INFORMATION >>

********

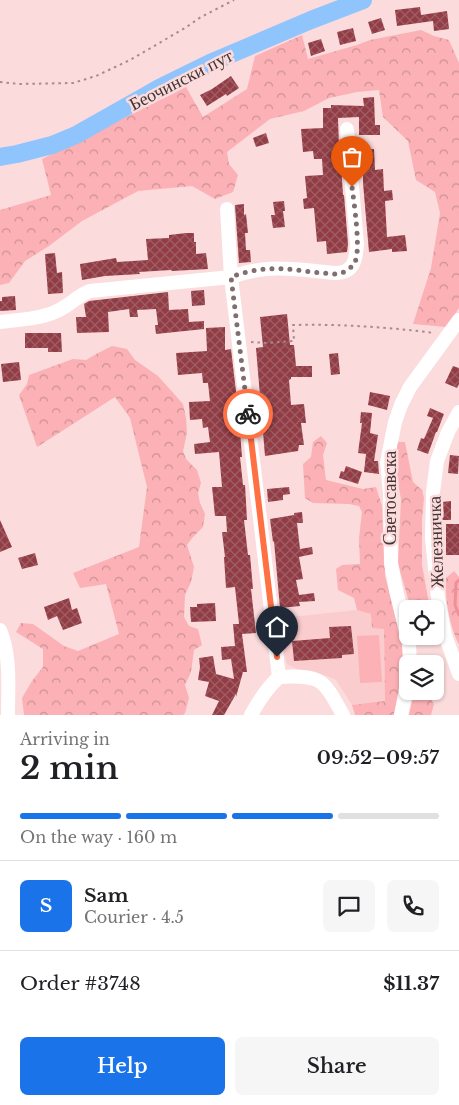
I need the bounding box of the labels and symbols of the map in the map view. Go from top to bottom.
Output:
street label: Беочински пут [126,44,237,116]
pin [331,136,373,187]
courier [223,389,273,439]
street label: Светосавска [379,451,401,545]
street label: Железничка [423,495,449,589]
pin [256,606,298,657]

********

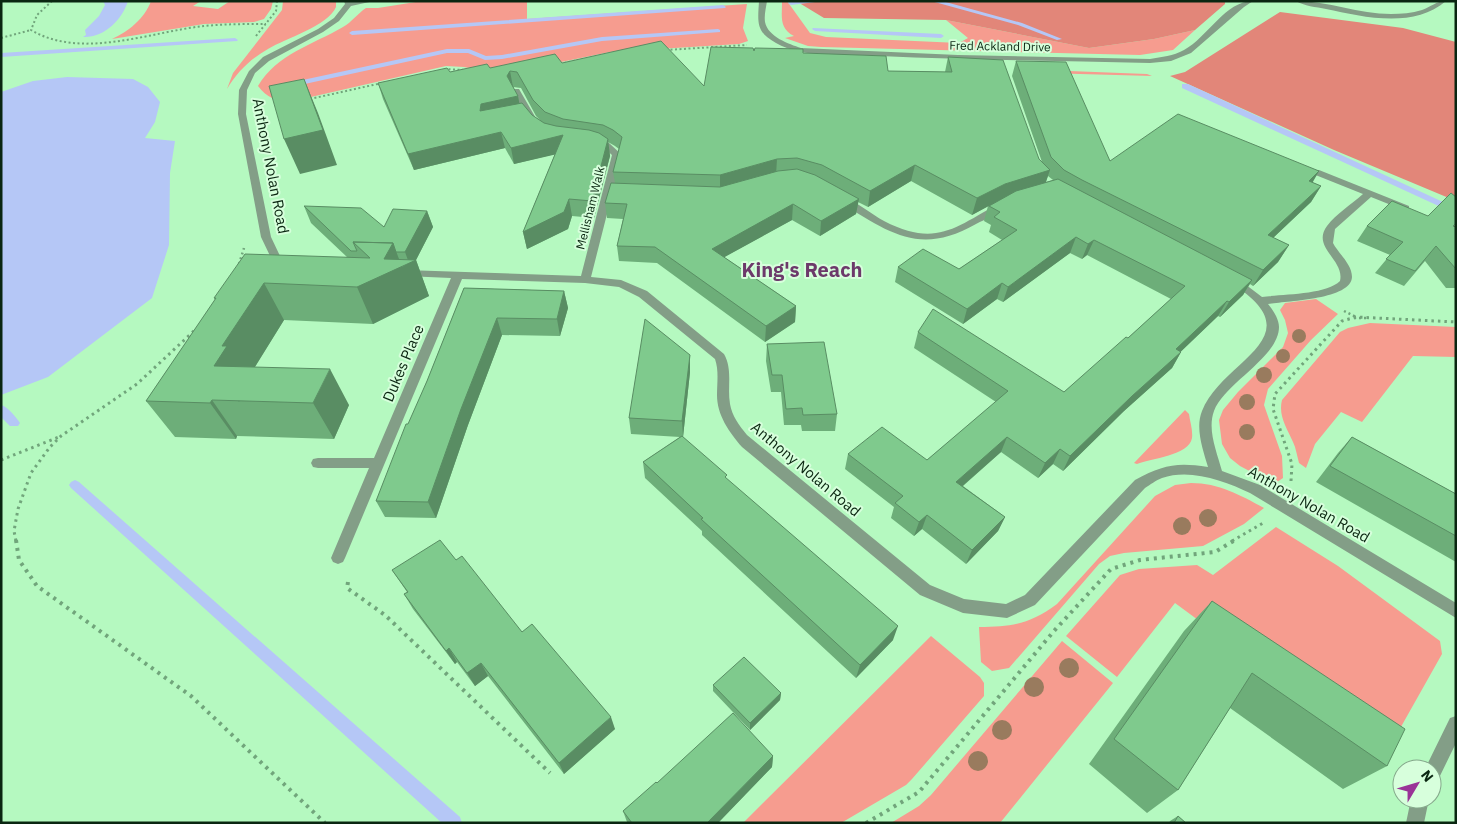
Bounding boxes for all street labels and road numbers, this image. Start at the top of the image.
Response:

********

DIRECTIONS FOR THIS TASK >>
Wherever the word "labels" occurs in the data above, copy the line it sits in.

SOLUTION TO THIS PROBLEM >>
I need the bounding box of the labels and symbols of the map in the map view. Go from top to bottom.
Bounding boxes for all street labels and road numbers, this image. Start at the top of the image.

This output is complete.